Novo estudo publicado na Science revela que 82% das espécies endêmicas da Mata Atlântica estão ameaçadas de extinção, destacando a urgência de medidas de conservação para o bioma que já perdeu 80% de sua cobertura original.
A narrativa sobre o fascínio inicial dos portugueses pelo pau-brasil, quando aportaram nestas terras há mais de meio milênio, é amplamente reconhecida. Este tronco, notável por sua tonalidade vermelha, era altamente valorizado como fonte de tintura, tornando sua extração uma atividade de grande rentabilidade. Navios carregados partiam da então colônia tropical, mas a exploração intensiva levou a uma devastação tal que, ao final do século XIX, temia-se pela extinção do pau-brasil.
Importante frisar que o pau-brasil é apenas um representante dentre as mais de 5.000 espécies da biodiversa Mata Atlântica, que, devido à destruição massiva, preserva apenas cerca de 20% de sua cobertura vegetal original. Um estudo recentemente publicado pela prestigiada revista Science destaca um panorama ainda mais alarmante para este que é o único bioma brasileiro a contar com legislação específica para sua proteção. Contudo, os esforços de conservação não foram suficientes.
Ameaça às espécies da Mata Atlântica
O estudo revelou que 82% das espécies arbóreas endêmicas, de um total de mais de 2.000, correm risco de extinção. “Esperávamos encontrar algo em torno de 60%”, afirma Renato Lima, o brasileiro à frente da pesquisa e docente no Departamento de Ciências Biológicas da Escola Superior de Agricultura Luiz de Queiroz (Esalq).

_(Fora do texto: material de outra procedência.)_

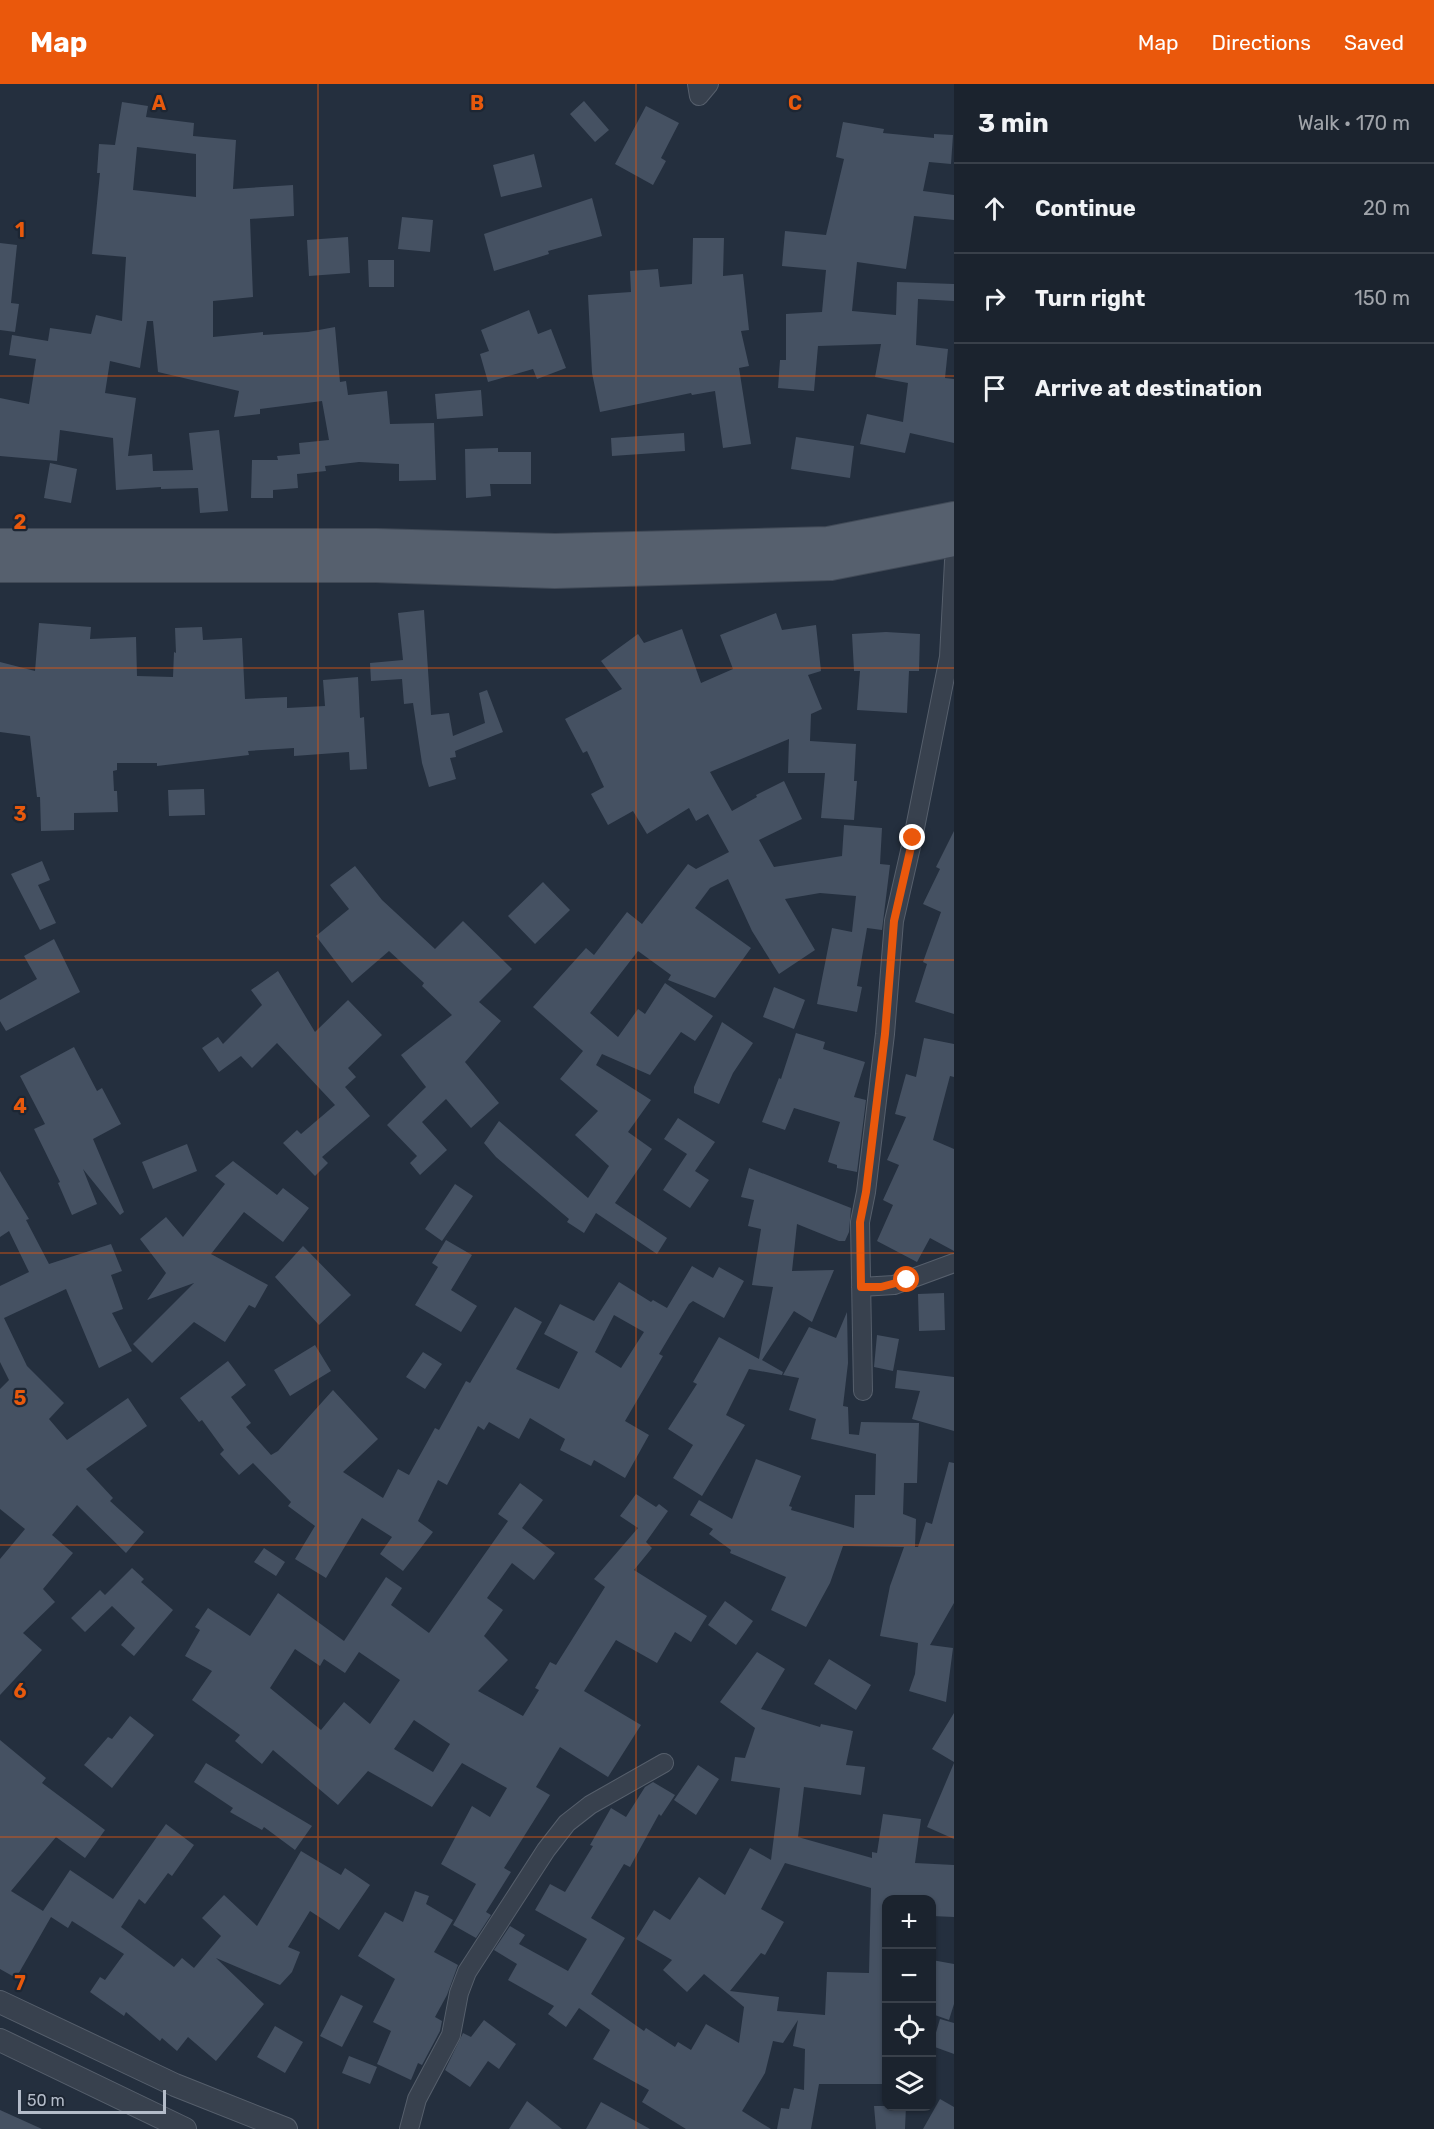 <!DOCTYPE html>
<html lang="en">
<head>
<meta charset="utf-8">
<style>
  body { margin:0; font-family:Rubik,sans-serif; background:#282f3a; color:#f1f3f6 }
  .controls { position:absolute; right:18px; bottom:18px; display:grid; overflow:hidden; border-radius:12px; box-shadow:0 2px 4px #0004 }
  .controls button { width:54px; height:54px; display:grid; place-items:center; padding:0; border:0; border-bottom:2px solid #39404a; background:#1b232e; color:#f1f3f6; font:30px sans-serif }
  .scale { position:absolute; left:18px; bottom:15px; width:148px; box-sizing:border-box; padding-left:6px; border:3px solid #b4bcc9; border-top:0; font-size:16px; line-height:21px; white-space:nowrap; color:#b4bcc9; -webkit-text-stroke:4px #1d2633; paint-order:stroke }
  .stop { position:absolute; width:18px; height:18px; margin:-14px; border:4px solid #ea580c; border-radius:50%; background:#fff }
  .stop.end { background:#ea580c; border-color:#fff; box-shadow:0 2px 6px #0008 }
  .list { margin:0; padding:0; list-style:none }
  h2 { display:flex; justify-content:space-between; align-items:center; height:78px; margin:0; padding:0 24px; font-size:26px }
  h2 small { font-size:20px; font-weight:400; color:#a0a4aa }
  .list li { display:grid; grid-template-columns:39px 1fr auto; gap:18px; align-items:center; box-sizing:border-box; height:90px; padding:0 24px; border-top:2px solid #39404a }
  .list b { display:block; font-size:22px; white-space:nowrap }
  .list em { font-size:20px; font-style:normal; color:#a0a4aa }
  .icon { flex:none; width:33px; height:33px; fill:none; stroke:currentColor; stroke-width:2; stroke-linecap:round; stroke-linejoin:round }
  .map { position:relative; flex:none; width:954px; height:2045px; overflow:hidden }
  header { display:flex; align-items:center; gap:36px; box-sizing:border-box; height:84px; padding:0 30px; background:#ea580c; color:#fff }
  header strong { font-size:28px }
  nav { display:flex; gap:33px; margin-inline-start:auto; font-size:21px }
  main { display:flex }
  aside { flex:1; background:#1b232e }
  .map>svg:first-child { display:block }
</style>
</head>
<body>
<header>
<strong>Map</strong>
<nav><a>Map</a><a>Directions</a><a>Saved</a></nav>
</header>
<main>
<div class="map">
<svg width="954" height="2045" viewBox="0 0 954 2045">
  <rect width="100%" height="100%" fill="#242f3e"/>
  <path fill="#455162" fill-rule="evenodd" d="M584 17 609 46 595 58 570 30Z
    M122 18 148 22 146 33 194 39 193 52 236 56 233 105 293 101 294 132 250 135 253 213 213 217V253L263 248V251L308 248 335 243 340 298 346 297 348 311 387 307 390 340 434 339 436 396 399 397V380L359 378 325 382 326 387 297 390 298 404 273 406V414H251L252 376H278L277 372 300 370 299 359 329 356 322 317 260 325V330L234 333 239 307 158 288 153 237H147L140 284 110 277 105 309 136 314 128 372 152 370 153 387 193 386 189 349 219 346 228 427 200 429 198 404 161 405V403L116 406 113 354 60 346 57 377 0 372V314L29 320 36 275 9 271 12 251 48 257 50 244 91 250 96 231 122 237 126 173 92 170 100 89H97L99 60 115 61ZM137 63 196 70V113L133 106Z
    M646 22 679 39 661 74 666 77 653 101 615 80Z
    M843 38 884 45 883 49 934 54V50L953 51 951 80 929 78 923 107 954 111V136L914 132 906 185 857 178 852 227 896 231 897 198 954 200V217L918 215 916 261 948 265 945 294 954 295V359L910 349 905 369 860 360 867 330 903 338 908 299 875 293 881 260 818 262 814 307 778 304 780 276H786V230L822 228 826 186 782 182 785 147 826 151 844 75 836 73Z
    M534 70 542 103 501 113 493 81Z
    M592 114 602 152 548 167 549 170 494 187 484 150Z
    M402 133 433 136 430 168 398 165Z
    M348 153 350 189 309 192 307 156Z
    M693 154H724L723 192 743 190 749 246 741 247 749 282 739 284 751 360 723 364 715 307 692 311 691 309 600 328 592 289 588 211 631 208 630 187 658 185 660 203 692 200Z
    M0 159 17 161 11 219 19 220 15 248 0 246Z
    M368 176H394V203H369Z
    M529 226 538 250 551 245 566 284 537 295 533 285 488 298 480 270 489 267 481 246Z
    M481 306 483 332 437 335 435 310Z
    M684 349 685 367 612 372 611 354Z
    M796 353 854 362 850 394 791 385Z
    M498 364V368H531V400H490L491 412 466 414 465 365Z
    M50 379 77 385 71 419 44 414Z
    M424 526 431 631 449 629 453 652 485 639 479 609 487 606 503 648 455 667 456 673 450 674 456 695 429 703 422 679 413 619 404 620 402 595 371 597 370 579 403 576 398 529Z
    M776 529 782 546 816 541 821 587 808 591 822 625 811 630 810 657 856 660 854 697H857L854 736 821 734 825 689H788L789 655 710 688 732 727 757 713 756 711 784 697 802 735 759 756 774 783 842 772 844 741 882 744 880 780 890 781 882 846 867 844 857 902 862 903 857 928 817 920 832 844 852 848 856 812 820 809 785 815 815 866 779 890 752 847 728 795 710 804 695 824 751 864 715 914 668 896 671 891 638 867 590 929 618 953 638 925 645 930 665 899 713 932 695 957 681 948 650 991 602 970 596 981 651 1016 628 1048 652 1065 615 1119 667 1154 657 1170 596 1129 584 1149 567 1138 569 1135 496 1073 484 1059 499 1037 588 1114 609 1082 575 1051 598 1027 560 995 583 967 533 923 586 864 594 871 627 828 642 840 688 780 696 785 729 768 708 730 696 737 689 724 647 750 633 727 608 741 591 710 604 703 587 667 583 669 565 635 622 605 601 577 638 550 644 559 682 545 701 599 733 585 720 551Z
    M39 539 91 543 90 555 136 553 137 592 173 593 174 568 176 569 175 544 202 543 203 556 242 554 245 615 287 613V624L325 622 323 596 358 593 360 634 364 633 367 685 350 686 349 668 294 672V664L248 667 249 671 157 682V679H117V686L113 687 114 707H117L118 728 74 729V746L41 747 40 713H37L30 652 0 648V578L35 587Z
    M886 548 920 550 919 587H909L907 629 857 626 860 587H854L852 550Z
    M204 705 205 731 169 732 168 706Z
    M954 747V930L915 918 927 880 923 878 941 828 923 820 940 785 936 783Z
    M42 777 50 796 38 801 56 839 40 846 11 790Z
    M355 782 382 816 435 865 463 837 512 885 479 918 501 937 465 978 499 1019 471 1044 446 1015 422 1038 447 1066 420 1091 410 1079 417 1072 387 1041 426 1003 401 971 452 931 422 902 424 899 389 867 352 899 316 852 349 825 330 801Z
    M543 798 570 826 535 860 508 832Z
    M54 855 80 908 6 947 0 937V916L37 895 24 872Z
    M278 887 315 948 348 916 382 951 348 984 356 993 345 1003 370 1032 322 1073 328 1079 315 1092 283 1059 297 1046 301 1050 335 1021 277 959 252 984 241 972 219 988 202 964 218 953 223 960 262 921 251 906Z
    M774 903 805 916 794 945 763 933Z
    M722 938 753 959 733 989 719 1020 694 1009V1003Z
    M796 949 825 958 823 965 865 978 854 1013 866 1016 857 1088 837 1084V1081L828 1078 840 1038 794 1024 785 1046 762 1038 779 994 781 995Z
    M924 954 954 960V993L950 992 933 1056 954 1065V1167L930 1154 917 1178 877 1157 893 1121 883 1116 899 1081 887 1076 906 1033 895 1030 906 990 916 993Z
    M74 963 97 1007 102 1004 121 1040 93 1055 124 1128 120 1131 83 1085 97 1120 72 1131 58 1099 60 1098 34 1045 45 1040 20 992Z
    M678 1034 715 1058 695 1087 709 1096 690 1124 663 1106 687 1070 664 1055Z
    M187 1060 197 1087 153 1105 142 1078Z
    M233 1077 277 1111 283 1104 309 1124 283 1158 244 1128 211 1170 268 1201 255 1224 249 1221 225 1258 194 1238 152 1279 133 1260 194 1199 147 1216 166 1189 140 1155 166 1133 183 1153 225 1100 215 1092Z
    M749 1084 851 1124 849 1148 845 1157H839L797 1140 792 1187 834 1186 812 1238 794 1227 762 1276 783 1288 782 1291 749 1285 726 1331 745 1341 702 1412 673 1394 693 1361 668 1345 697 1300 693 1298 719 1253 759 1275 773 1203 752 1201 761 1145 748 1142 754 1116 741 1113Z
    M0 1087 29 1135 26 1136 49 1180 111 1160 122 1187 111 1191 123 1225 112 1229 132 1267 99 1284 66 1205 4 1234 27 1282 64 1319 49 1335 67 1356 128 1314 147 1342 86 1385 113 1414 110 1417 144 1448 126 1469 77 1421 52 1451 73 1469 43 1505 55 1518 23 1549 42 1566 0 1611V1475L25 1445 0 1425V1305L9 1296 0 1278V1202L29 1188 9 1147 0 1153Z
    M455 1100 473 1112 442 1157 425 1145Z
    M446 1156 472 1171 451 1206 477 1222 461 1248 415 1221 438 1183 432 1179Z
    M303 1162 351 1211 319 1241 275 1193Z
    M692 1182 713 1194 719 1183 744 1197 724 1234 693 1217 689 1220 659 1270 663 1272 625 1337 649 1351 625 1394 594 1376 591 1382 560 1366 565 1355 530 1334 519 1355 489 1338 484 1346 478 1342 447 1401 438 1396 418 1437 433 1448 403 1487 380 1470 392 1453 362 1434 326 1494 295 1475 315 1442 288 1422 291 1418 253 1379 239 1391 220 1370 224 1366 202 1336 199 1338 180 1314 228 1277 246 1301 231 1313 251 1339 246 1343 271 1371 278 1367 333 1306 378 1355 343 1388 383 1414 398 1385 409 1391 435 1344 439 1346 466 1297 470 1299 515 1223 542 1238 516 1285 559 1305 578 1268 544 1250 560 1220 594 1237 619 1198 651 1218 653 1216 667 1224ZM614 1231 644 1248 621 1284 595 1268Z
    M944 1209 945 1246 919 1247 918 1210Z
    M847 1228 848 1279 843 1322 848 1323 849 1350 859 1351 861 1338 919 1339 917 1399H904L903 1430 916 1435 915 1463H918L926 1438 932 1440 949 1378 954 1379V1519L930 1561 953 1564 946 1618 909 1607 915 1590 918 1559 880 1552 890 1502 904 1463 843 1462 830 1499 806 1543 771 1526 786 1493 730 1469 731 1466 709 1450 713 1445 690 1431 699 1416 732 1435 756 1375 801 1392 789 1422 792 1423 791 1426 854 1444 855 1411H875L876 1370 811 1355 816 1335 789 1326 799 1294 783 1291 809 1243 836 1254Z
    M877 1251 899 1255 893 1287 874 1283Z
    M315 1261 331 1287 290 1312 274 1286Z
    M423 1268 442 1280 425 1305 406 1293Z
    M897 1286 954 1293V1347L912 1335 920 1307 895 1304Z
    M520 1399 543 1416 522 1444 555 1469 534 1496 512 1479 487 1514 503 1526 484 1552 508 1576 478 1607 523 1632 539 1606 535 1604 550 1578 556 1581 605 1503 594 1495 638 1444 620 1432 636 1410 656 1423 659 1420 668 1427 646 1458 652 1464 634 1486 707 1532 691 1558 675 1548 657 1579 616 1556 584 1607 641 1641 608 1693 560 1663 536 1703 550 1711 504 1784 511 1788 486 1828 491 1831 476 1854 453 1841 476 1800 441 1780 472 1722 490 1733 507 1704 462 1679 432 1723 368 1687 338 1721 273 1666 262 1680 235 1657 240 1651 192 1616 212 1587 185 1572 200 1546 195 1543 208 1524 250 1552 278 1509 344 1557 386 1493 402 1504 391 1521 429 1549 508 1437 498 1430ZM295 1565 320 1582 324 1575 345 1589 359 1568 400 1596 370 1640 344 1618 321 1646 270 1604ZM414 1636 450 1660 433 1688 394 1665Z
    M264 1464 285 1478 276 1492 254 1478Z
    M132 1484 144 1495 141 1498 173 1526 134 1572 121 1561 135 1544 112 1522 85 1548 71 1534 100 1506 105 1511Z
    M725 1517 753 1537 736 1561 708 1541Z
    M757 1568 785 1585 761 1625 820 1643 821 1640 853 1647 846 1681 865 1683 861 1711 804 1703 798 1753 872 1774V1768L877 1769 883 1730 921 1735 915 1779 954 1781V1833L932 1832V1815H886V2000H819L811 2045H777L781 2024 789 2025 794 2004 804 2006 805 1965 793 1962 798 1936 783 1959 773 1957 765 1989 742 2027 771 2045H686L642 2018 649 2006 593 1975 610 1946 579 1924 566 1943 548 1930 554 1922 508 1896 517 1880 494 1866 510 1842 525 1851 519 1860 568 1887 587 1855 535 1826 550 1800 565 1808 593 1762 590 1761 611 1724 626 1733 645 1703 653 1698 675 1711 661 1732 659 1730 630 1783 624 1780 591 1834 625 1854 591 1910 644 1947 646 1944 675 1963 678 1958 691 1966 706 1940 739 1959 744 1923 704 1890 687 1908 663 1886 672 1876 636 1855 654 1826 670 1836 699 1793 725 1811 750 1764 771 1776 780 1704 731 1697 735 1673 745 1674 755 1644 720 1618ZM785 1779 871 1804 869 1889 827 1888 825 1931 777 1927 779 1913 730 1907 761 1869 765 1871 784 1838 761 1825Z
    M829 1575 871 1601 856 1626 814 1600Z
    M954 1629V1678L932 1665Z
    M130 1632 154 1651 112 1704 84 1681 108 1653 112 1655Z
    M0 1656 46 1694 42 1699 105 1746 85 1774 56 1753 11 1807 43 1827 70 1786 113 1815 166 1740 194 1761 172 1792 168 1789 145 1820 139 1815 121 1843 174 1883 182 1874 194 1884 221 1852 202 1834 224 1811 257 1842 301 1767 341 1791 345 1784 370 1801 339 1846 310 1827 288 1863 300 1868 292 1888 280 1901 216 1874 264 1920 216 1977 188 1953 177 1967 162 1954 160 1957 126 1928 124 1932 90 1908 100 1893 105 1896 124 1870 72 1837 68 1844 51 1833 16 1894 0 1885Z
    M206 1679 312 1742 295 1766 264 1743 262 1746 230 1728 233 1724 194 1698Z
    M954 1679V1755L927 1743Z
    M698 1681 719 1695 696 1731 674 1716Z
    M415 1807 429 1812 426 1820 453 1836 434 1868 458 1881 447 1911 435 1933 442 1937 440 1947 422 1981 418 1979 411 1996 377 1980 391 1947 373 1938 395 1895 358 1872 385 1828 403 1838Z
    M932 1876 954 1880V1920L949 1936 932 1930Z
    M341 1911 363 1922 342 1963 320 1952Z
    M940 1935 954 1939V1970L932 1962Z
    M484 1936 516 1960 499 1985 488 1977 470 2003 445 1986 463 1949 471 1953Z
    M275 1942 303 1958 285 1989 257 1973Z
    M349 1972 377 1983 370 2000 342 1989Z
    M940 2015 954 2023V2045H923Z
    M527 2017 562 2045H509Z
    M601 2018 650 2045H586Z
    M874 2022H906L905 2045H876Z
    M0 2026 42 2045H0Z"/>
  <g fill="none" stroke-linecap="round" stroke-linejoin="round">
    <defs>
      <path id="minor" d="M697 0 699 12 709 0
        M861 1203 894 1201 954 1179
        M863 1307 860 1138 866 1108 885 950 894 837 913 754 949 573 954 477
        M409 2045 417 2015 451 1951 459 1909 467 1888 546 1766 567 1739 590 1721 664 1679"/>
      <path id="tertiary" d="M0 1918 175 2001 286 2045
        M0 1956 185 2045"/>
      <path id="primary" d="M0 459H377L555 464 828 457 954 432
        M0 484H376L555 490 831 482 954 458"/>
    </defs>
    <use href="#minor" stroke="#565f6c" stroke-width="20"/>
    <use href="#tertiary" stroke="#565f6c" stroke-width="24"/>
    <use href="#primary" stroke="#414a57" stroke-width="30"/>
    <use href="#minor" stroke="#38414e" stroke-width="18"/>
    <use href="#tertiary" stroke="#38414e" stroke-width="22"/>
    <use href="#primary" stroke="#56606e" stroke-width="28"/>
  </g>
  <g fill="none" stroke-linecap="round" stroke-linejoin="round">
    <path stroke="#ea580c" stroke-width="8" d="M907 1196 881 1203H861L860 1138 866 1108 885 950 894 837 913 754"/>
  </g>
  <path fill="none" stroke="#e8590c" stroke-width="1.5" stroke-opacity="0.55" d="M318 0V2045M636 0V2045M0 292H954M0 584H954M0 876H954M0 1169H954M0 1461H954M0 1753H954"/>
  <g font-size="20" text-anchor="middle" font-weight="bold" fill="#e8590c" stroke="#1d2633" stroke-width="4.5" stroke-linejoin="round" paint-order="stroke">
    <text x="159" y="26">A</text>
    <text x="477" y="26">B</text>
    <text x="795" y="26">C</text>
    <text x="20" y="153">1</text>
    <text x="20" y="445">2</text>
    <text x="20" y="737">3</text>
    <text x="20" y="1029">4</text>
    <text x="20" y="1321">5</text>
    <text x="20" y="1614">6</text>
    <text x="20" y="1906">7</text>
  </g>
</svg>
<div class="controls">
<button>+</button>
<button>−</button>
<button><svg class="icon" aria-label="locate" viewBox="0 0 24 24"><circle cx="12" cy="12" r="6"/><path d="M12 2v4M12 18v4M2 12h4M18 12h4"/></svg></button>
<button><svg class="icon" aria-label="layers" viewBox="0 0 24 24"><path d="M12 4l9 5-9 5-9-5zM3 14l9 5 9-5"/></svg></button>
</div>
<div class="scale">50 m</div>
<div class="stop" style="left:907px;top:1196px"></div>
<div class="stop end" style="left:913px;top:754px"></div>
</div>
<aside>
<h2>3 min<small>Walk · 170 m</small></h2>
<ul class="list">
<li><svg class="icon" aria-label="ahead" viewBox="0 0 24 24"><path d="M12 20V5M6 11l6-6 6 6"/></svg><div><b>Continue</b></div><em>20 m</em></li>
<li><svg class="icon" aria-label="right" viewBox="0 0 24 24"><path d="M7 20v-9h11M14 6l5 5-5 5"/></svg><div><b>Turn right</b></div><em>150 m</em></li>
<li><svg class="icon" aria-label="arrive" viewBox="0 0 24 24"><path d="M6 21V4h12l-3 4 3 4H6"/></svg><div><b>Arrive at destination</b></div></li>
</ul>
</aside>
</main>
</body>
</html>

Do conjunto de 5.000 espécies catalogadas na Mata Atlântica, incluindo aquelas que também são encontradas em outras regiões, 65% estão em algum grau de vulnerabilidade. Este estudo, o mais abrangente já realizado até o momento, oferece uma avaliação detalhada das populações arbóreas do bioma. Lima e sua equipe conseguiram compilar uma vasta quantidade de dados anteriormente dispersos, somando 3 milhões de registros provenientes de herbários e inventários florestais, além de coletar informações extensivas sobre a biologia, ecologia e aplicabilidade das espécies de árvores, palmeiras e samambaiaçus, estes últimos considerados relíquias vivas das florestas ancestrais.
A metodologia adotada para a classificação das espécies ameaçadas inova ao incorporar três critérios da União Internacional para a Conservação da Natureza (IUCN), e não se restringir apenas ao critério geográfico, como é comum em estudos dessa natureza.
Crise de extinção além do Pau-Brasil
Não apenas o pau-brasil, que se encontra em “risco crítico de extinção” devido à diminuição de mais de 80% de sua população, mas também outras espécies significativas como a araucária, o palmito-juçara e a erva-mate estão enfrentando sérias ameaças à sua sobrevivência. Conforme os dados coletados, somente 7% das espécies endêmicas tiveram uma redução populacional menor que 30% ao longo das últimas três gerações, sendo que qualquer taxa acima desse patamar é considerada preocupante.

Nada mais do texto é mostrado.